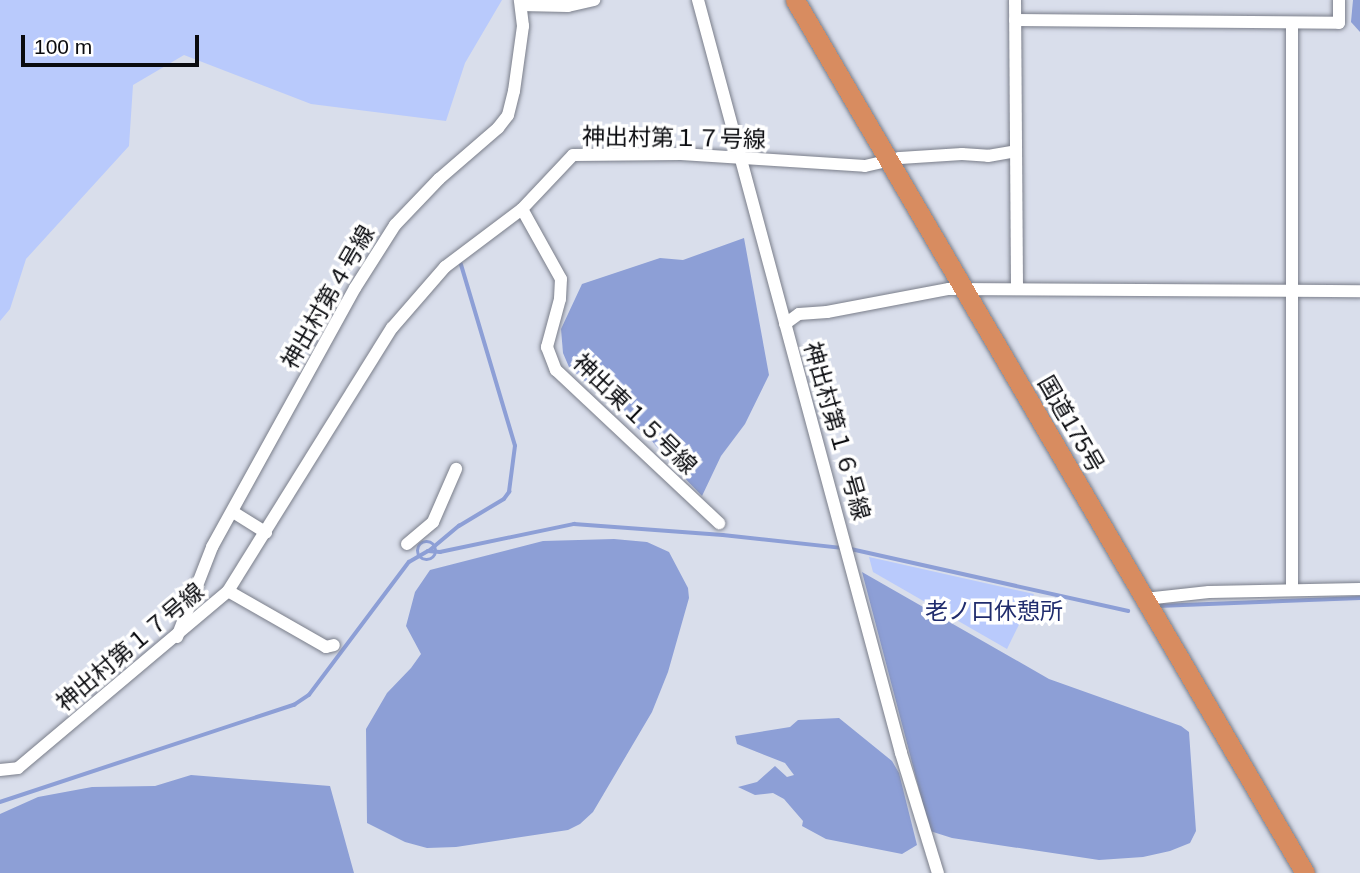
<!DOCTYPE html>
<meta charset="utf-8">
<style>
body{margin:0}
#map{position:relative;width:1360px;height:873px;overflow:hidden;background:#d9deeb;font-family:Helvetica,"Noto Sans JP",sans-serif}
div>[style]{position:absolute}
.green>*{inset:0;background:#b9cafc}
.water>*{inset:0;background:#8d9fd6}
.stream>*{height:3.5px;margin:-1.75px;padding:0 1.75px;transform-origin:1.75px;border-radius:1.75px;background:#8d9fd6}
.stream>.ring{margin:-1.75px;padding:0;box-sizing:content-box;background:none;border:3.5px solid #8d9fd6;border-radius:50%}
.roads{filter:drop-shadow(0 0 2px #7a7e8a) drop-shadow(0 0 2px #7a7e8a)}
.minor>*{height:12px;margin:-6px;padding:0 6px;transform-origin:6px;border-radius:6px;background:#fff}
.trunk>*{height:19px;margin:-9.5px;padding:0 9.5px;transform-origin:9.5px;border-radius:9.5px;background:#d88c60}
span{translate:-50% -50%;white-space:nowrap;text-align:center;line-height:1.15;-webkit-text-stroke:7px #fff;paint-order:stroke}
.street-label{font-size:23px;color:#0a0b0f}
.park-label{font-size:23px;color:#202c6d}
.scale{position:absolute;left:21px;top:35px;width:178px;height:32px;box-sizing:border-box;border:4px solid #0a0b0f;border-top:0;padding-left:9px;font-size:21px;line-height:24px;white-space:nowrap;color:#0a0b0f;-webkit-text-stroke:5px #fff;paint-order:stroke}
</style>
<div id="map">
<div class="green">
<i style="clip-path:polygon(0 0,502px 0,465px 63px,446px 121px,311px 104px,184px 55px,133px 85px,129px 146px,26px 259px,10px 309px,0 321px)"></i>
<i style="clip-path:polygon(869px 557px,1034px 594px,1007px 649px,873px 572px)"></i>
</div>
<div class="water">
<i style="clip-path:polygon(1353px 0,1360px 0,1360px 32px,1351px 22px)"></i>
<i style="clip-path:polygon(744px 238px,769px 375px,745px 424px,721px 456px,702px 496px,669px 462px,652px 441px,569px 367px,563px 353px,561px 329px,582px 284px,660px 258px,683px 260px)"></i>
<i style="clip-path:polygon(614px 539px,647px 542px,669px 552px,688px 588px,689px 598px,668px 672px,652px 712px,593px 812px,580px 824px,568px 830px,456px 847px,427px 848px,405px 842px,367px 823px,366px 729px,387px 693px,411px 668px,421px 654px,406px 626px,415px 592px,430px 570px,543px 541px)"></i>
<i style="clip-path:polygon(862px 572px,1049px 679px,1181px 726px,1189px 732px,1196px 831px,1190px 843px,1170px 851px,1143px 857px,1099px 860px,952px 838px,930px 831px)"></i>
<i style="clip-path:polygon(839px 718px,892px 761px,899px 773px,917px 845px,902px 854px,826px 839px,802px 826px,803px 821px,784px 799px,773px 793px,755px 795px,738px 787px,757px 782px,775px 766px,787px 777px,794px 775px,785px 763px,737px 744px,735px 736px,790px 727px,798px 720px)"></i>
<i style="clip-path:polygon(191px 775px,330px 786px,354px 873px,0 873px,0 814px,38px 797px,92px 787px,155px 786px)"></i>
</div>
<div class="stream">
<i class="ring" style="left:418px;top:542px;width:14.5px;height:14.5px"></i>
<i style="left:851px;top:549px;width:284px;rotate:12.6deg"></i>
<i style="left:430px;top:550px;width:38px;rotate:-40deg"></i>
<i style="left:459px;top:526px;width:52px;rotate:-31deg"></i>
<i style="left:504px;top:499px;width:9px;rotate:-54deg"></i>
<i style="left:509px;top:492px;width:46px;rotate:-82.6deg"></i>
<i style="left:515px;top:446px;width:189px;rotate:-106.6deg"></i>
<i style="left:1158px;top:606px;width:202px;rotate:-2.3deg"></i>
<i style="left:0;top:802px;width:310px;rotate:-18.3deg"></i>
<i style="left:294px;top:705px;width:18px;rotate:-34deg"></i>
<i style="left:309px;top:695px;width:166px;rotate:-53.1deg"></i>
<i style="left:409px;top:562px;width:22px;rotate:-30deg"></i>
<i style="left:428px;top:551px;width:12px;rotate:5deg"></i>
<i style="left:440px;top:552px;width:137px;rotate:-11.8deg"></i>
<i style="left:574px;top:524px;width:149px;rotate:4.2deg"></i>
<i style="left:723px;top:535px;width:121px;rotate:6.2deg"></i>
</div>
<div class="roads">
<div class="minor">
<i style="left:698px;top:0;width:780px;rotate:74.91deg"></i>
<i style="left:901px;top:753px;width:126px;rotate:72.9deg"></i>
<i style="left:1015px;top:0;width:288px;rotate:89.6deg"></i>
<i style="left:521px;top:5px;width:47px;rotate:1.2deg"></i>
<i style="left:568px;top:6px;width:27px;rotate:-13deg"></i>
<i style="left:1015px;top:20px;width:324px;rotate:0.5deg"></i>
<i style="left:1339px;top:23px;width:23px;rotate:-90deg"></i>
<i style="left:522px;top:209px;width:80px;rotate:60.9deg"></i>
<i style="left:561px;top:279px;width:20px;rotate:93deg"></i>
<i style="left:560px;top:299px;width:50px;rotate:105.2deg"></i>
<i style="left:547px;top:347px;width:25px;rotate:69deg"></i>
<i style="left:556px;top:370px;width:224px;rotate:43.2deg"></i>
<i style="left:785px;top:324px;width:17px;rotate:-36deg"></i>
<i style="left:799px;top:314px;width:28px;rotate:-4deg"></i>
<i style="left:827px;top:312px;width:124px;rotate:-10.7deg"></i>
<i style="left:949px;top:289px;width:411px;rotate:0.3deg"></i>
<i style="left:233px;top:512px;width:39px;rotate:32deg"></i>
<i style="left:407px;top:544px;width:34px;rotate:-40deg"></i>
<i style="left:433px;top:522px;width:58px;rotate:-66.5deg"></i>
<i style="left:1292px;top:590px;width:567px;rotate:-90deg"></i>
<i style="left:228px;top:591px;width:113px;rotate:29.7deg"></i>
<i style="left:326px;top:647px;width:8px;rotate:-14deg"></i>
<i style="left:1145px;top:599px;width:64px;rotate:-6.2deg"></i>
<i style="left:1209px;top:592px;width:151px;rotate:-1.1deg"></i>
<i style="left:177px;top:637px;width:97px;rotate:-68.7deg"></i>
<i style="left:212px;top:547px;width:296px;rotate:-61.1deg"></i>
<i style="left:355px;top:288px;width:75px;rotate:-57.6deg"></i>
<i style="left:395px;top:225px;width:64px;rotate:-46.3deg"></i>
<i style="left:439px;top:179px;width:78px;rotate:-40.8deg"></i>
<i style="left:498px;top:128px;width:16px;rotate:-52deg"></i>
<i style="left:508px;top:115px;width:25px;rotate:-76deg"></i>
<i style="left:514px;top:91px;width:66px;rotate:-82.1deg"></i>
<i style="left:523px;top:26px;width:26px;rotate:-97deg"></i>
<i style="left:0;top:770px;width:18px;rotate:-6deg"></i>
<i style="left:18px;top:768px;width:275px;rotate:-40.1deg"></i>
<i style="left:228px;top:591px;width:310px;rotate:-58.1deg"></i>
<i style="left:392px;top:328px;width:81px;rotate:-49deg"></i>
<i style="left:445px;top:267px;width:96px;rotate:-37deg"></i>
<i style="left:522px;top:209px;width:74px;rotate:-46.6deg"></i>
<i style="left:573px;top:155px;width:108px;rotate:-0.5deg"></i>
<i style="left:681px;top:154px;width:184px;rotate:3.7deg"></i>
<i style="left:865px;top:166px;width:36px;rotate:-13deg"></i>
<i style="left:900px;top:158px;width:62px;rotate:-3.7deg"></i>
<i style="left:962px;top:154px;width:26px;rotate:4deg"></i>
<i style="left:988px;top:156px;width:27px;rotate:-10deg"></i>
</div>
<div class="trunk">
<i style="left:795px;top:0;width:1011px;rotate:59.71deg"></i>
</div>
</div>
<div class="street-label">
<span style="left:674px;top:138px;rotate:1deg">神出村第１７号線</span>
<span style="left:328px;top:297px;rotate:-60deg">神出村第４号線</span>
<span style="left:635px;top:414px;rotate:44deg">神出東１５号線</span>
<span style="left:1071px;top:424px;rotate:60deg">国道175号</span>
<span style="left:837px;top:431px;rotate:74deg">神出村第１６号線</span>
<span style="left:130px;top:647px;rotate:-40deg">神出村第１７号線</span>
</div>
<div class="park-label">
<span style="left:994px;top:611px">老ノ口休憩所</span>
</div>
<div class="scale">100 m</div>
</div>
...
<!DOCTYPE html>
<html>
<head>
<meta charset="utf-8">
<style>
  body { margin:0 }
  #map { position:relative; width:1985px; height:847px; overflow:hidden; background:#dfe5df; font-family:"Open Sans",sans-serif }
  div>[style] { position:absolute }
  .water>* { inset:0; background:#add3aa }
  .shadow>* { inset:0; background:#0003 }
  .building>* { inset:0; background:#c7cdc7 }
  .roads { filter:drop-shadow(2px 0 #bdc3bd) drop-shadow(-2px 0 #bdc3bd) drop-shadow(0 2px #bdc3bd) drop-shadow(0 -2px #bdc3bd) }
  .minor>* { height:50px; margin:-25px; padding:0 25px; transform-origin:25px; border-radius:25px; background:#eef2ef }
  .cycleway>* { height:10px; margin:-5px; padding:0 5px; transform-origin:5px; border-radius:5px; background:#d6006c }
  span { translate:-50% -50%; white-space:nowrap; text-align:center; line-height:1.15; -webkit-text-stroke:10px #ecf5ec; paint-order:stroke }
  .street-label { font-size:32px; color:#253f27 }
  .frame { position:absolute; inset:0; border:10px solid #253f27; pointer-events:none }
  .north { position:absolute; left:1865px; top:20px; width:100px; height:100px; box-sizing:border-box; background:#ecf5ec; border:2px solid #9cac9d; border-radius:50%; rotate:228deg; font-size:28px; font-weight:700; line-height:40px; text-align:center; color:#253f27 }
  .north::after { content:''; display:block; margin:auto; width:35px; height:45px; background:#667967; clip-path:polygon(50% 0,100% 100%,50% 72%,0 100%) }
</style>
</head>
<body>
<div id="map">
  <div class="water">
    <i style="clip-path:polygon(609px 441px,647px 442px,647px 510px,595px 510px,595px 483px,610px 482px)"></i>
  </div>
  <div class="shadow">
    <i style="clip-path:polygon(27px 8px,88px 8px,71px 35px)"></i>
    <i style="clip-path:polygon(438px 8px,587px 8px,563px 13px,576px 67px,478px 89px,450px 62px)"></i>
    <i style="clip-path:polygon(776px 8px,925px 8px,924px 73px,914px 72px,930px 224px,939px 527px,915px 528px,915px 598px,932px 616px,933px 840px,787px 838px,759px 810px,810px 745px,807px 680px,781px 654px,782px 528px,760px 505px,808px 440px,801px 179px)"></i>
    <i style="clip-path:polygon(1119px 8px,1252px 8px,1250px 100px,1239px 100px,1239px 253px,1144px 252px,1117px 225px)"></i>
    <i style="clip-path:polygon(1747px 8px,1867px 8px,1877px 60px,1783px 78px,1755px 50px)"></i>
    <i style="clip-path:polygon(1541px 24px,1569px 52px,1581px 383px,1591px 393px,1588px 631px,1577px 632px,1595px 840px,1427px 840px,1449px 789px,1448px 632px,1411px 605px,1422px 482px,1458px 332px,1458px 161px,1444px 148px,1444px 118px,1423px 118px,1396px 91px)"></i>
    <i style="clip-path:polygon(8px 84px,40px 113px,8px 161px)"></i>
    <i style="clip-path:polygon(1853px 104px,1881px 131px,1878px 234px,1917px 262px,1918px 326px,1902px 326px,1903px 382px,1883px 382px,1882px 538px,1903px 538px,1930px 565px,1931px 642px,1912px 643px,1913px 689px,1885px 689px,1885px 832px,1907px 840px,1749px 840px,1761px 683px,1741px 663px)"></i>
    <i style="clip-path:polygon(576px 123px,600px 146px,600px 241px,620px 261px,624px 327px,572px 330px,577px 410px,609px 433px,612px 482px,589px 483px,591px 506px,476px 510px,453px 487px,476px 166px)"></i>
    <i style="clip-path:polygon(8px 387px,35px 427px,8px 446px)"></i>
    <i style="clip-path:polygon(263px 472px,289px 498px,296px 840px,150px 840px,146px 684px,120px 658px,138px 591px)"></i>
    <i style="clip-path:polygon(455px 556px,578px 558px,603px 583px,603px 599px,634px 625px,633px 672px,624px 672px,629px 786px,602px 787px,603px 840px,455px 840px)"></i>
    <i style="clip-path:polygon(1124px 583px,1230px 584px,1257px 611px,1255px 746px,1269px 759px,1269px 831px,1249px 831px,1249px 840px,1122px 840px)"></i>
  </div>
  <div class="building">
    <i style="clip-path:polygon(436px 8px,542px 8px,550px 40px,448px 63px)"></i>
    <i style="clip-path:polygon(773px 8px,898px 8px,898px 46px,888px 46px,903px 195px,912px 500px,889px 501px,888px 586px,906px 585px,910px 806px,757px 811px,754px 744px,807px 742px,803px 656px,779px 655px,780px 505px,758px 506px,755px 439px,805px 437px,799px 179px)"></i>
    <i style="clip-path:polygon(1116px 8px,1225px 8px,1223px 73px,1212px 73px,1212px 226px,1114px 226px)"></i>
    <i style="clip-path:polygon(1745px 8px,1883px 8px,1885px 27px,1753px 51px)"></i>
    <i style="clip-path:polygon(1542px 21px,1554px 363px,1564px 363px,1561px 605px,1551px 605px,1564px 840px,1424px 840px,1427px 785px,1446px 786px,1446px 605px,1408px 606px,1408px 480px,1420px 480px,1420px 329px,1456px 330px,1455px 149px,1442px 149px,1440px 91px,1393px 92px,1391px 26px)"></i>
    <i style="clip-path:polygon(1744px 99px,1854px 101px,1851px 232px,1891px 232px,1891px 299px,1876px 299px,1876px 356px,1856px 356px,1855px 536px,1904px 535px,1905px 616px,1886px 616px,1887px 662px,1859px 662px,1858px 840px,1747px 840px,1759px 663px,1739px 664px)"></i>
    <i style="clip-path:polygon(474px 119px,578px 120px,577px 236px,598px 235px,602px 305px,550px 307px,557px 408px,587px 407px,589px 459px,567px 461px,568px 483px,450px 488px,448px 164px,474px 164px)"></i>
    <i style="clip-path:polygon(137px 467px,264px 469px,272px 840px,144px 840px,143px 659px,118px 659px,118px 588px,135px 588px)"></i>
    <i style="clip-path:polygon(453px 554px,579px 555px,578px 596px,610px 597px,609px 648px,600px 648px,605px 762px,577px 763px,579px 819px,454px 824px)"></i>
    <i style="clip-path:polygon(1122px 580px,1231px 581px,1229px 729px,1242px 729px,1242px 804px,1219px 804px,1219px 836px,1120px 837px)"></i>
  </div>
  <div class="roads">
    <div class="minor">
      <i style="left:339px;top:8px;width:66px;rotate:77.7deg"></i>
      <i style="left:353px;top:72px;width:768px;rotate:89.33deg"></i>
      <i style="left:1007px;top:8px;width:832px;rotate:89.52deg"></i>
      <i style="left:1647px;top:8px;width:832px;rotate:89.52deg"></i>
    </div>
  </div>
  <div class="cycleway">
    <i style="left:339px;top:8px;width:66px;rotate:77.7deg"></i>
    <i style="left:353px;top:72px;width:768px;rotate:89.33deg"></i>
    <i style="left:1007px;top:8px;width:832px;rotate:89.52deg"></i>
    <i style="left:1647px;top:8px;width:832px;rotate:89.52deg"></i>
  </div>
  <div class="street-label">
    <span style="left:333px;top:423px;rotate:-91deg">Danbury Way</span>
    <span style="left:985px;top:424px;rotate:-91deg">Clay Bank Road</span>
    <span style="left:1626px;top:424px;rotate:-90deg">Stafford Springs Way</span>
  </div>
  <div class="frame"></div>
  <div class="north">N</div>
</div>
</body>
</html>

**Exercise directions:**
In the listing above, find each line with the word "hidden" and copy it out.

**Answer to the exercise:**
#map{position:relative;width:1360px;height:873px;overflow:hidden;background:#d9deeb;font-family:Helvetica,"Noto Sans JP",sans-serif}
  #map { position:relative; width:1985px; height:847px; overflow:hidden; background:#dfe5df; font-family:"Open Sans",sans-serif }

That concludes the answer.